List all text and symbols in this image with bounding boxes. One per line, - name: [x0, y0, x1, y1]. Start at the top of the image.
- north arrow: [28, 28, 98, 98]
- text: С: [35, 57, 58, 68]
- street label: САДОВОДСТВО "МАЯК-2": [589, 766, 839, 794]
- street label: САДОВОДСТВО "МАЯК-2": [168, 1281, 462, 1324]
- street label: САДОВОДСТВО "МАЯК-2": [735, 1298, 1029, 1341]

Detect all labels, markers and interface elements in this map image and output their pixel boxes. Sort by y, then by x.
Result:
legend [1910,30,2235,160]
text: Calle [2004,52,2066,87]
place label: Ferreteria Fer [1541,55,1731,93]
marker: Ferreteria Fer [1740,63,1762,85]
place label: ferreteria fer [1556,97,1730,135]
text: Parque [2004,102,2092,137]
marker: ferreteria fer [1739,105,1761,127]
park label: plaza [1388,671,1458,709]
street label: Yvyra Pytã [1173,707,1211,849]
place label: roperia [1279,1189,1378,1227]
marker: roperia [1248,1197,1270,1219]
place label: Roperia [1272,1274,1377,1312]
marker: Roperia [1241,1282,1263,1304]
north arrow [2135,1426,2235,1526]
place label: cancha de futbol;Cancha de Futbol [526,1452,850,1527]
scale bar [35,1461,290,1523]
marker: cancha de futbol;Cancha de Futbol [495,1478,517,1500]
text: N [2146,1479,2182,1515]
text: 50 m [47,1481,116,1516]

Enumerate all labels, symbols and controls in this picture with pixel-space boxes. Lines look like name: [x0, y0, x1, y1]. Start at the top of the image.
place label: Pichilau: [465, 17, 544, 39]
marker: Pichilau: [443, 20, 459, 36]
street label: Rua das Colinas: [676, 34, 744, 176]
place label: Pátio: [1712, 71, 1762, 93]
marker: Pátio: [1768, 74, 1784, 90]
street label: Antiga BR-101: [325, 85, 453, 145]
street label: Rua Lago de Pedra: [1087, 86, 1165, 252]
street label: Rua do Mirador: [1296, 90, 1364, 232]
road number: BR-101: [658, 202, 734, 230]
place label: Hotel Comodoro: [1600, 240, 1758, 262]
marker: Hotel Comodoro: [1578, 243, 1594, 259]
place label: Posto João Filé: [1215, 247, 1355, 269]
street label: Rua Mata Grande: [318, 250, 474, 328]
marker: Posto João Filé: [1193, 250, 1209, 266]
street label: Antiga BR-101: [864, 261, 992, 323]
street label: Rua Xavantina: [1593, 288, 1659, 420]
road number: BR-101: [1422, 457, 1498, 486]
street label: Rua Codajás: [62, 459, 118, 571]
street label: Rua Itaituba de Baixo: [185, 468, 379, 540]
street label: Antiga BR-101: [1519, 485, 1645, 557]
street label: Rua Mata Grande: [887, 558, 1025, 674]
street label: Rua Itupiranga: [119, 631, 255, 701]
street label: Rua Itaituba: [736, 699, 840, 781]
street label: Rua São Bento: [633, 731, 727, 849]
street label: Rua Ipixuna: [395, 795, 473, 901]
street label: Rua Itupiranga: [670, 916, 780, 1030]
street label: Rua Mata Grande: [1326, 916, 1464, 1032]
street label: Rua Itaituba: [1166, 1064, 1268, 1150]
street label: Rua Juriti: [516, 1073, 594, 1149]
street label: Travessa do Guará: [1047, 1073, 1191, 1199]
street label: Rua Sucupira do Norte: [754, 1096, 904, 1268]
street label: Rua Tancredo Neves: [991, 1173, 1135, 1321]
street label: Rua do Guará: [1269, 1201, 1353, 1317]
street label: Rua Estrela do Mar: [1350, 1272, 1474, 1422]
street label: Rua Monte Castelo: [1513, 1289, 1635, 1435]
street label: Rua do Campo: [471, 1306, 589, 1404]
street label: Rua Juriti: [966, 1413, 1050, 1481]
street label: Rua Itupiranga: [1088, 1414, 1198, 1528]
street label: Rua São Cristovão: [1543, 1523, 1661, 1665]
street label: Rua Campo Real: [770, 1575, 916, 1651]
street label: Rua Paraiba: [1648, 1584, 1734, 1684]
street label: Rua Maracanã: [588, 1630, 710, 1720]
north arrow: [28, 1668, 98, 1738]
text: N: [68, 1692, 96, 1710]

* WORK REQUEST: Using the data above, return every line that contains the string "name".

* SOLUTION FOR THIS TASK:
List all text and symbols in this image with bounding boxes. One per line, - name: [x0, y0, x1, y1]. Start at the top of the image.
Enumerate all labels, symbols and controls in this picture with pixel-space boxes. Lines look like name: [x0, y0, x1, y1]. Start at the top of the image.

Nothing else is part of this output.